[What this task involves] Only the lines from the first line of the material below to the line containing "Annotation task. Describe", inclusive, should be copied, each exactly as written.

[Listed entries]
'''

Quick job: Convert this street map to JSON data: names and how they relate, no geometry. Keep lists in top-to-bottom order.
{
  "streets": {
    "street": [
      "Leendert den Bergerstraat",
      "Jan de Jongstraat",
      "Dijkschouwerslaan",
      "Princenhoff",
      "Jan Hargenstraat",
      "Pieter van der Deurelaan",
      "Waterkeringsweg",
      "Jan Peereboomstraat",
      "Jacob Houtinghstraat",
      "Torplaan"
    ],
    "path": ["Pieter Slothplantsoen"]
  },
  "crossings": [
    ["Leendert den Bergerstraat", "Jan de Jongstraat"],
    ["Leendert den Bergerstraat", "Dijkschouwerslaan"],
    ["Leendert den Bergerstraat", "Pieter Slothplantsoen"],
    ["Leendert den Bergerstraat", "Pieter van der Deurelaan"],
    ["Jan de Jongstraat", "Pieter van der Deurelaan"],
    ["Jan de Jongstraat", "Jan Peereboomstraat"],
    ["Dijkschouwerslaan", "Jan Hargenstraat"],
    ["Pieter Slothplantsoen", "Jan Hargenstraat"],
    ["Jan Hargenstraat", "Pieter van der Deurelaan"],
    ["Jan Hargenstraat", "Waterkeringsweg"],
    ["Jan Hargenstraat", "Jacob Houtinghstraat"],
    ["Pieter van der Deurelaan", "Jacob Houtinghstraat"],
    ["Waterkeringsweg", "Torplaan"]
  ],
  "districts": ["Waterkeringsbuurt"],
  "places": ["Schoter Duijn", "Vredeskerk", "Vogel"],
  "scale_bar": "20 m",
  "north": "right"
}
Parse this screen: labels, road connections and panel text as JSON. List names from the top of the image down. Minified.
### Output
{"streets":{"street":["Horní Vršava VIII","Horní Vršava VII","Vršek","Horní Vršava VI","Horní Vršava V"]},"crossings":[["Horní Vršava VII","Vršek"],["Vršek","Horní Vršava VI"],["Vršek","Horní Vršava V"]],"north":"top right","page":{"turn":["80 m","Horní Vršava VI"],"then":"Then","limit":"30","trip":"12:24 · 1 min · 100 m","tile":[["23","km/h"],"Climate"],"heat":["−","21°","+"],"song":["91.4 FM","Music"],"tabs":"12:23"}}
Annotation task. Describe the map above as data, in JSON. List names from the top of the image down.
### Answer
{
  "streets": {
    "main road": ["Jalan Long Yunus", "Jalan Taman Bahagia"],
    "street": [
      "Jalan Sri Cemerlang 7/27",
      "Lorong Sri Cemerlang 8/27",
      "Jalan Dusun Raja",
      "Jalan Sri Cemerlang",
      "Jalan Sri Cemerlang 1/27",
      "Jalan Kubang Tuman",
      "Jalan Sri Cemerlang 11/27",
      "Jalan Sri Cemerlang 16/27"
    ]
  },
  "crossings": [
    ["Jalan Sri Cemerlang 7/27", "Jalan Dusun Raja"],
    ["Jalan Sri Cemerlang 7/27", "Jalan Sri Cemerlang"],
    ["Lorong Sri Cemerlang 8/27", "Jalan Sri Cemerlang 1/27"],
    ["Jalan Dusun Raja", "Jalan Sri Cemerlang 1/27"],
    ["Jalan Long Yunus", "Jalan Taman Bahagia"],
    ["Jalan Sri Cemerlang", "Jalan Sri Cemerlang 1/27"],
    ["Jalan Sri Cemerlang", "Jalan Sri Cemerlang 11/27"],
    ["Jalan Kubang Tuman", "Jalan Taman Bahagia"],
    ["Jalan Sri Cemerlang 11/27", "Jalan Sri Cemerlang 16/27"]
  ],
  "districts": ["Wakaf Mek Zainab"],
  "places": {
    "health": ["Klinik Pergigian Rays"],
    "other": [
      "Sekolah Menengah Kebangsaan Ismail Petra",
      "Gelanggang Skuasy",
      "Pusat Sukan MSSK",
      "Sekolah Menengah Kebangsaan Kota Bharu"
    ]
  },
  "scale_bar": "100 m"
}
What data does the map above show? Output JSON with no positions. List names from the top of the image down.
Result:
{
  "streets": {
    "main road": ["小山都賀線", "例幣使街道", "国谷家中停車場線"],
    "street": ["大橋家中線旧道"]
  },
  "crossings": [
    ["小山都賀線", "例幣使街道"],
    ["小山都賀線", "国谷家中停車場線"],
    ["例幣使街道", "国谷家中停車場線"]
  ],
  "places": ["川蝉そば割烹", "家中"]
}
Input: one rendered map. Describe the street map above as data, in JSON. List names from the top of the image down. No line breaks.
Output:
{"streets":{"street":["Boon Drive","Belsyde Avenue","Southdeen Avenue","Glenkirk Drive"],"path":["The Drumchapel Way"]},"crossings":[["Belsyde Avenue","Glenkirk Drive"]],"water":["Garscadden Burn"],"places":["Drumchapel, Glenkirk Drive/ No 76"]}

'''

[Expected answer]
Quick job: Convert this street map to JSON data: names and how they relate, no geometry. Keep lists in top-to-bottom order.
{
  "streets": {
    "street": [
      "Leendert den Bergerstraat",
      "Jan de Jongstraat",
      "Dijkschouwerslaan",
      "Princenhoff",
      "Jan Hargenstraat",
      "Pieter van der Deurelaan",
      "Waterkeringsweg",
      "Jan Peereboomstraat",
      "Jacob Houtinghstraat",
      "Torplaan"
    ],
    "path": ["Pieter Slothplantsoen"]
  },
  "crossings": [
    ["Leendert den Bergerstraat", "Jan de Jongstraat"],
    ["Leendert den Bergerstraat", "Dijkschouwerslaan"],
    ["Leendert den Bergerstraat", "Pieter Slothplantsoen"],
    ["Leendert den Bergerstraat", "Pieter van der Deurelaan"],
    ["Jan de Jongstraat", "Pieter van der Deurelaan"],
    ["Jan de Jongstraat", "Jan Peereboomstraat"],
    ["Dijkschouwerslaan", "Jan Hargenstraat"],
    ["Pieter Slothplantsoen", "Jan Hargenstraat"],
    ["Jan Hargenstraat", "Pieter van der Deurelaan"],
    ["Jan Hargenstraat", "Waterkeringsweg"],
    ["Jan Hargenstraat", "Jacob Houtinghstraat"],
    ["Pieter van der Deurelaan", "Jacob Houtinghstraat"],
    ["Waterkeringsweg", "Torplaan"]
  ],
  "districts": ["Waterkeringsbuurt"],
  "places": ["Schoter Duijn", "Vredeskerk", "Vogel"],
  "scale_bar": "20 m",
  "north": "right"
}
Parse this screen: labels, road connections and panel text as JSON. List names from the top of the image down. Minified.
### Output
{"streets":{"street":["Horní Vršava VIII","Horní Vršava VII","Vršek","Horní Vršava VI","Horní Vršava V"]},"crossings":[["Horní Vršava VII","Vršek"],["Vršek","Horní Vršava VI"],["Vršek","Horní Vršava V"]],"north":"top right","page":{"turn":["80 m","Horní Vršava VI"],"then":"Then","limit":"30","trip":"12:24 · 1 min · 100 m","tile":[["23","km/h"],"Climate"],"heat":["−","21°","+"],"song":["91.4 FM","Music"],"tabs":"12:23"}}
Annotation task. Describe the map above as data, in JSON. List names from the top of the image down.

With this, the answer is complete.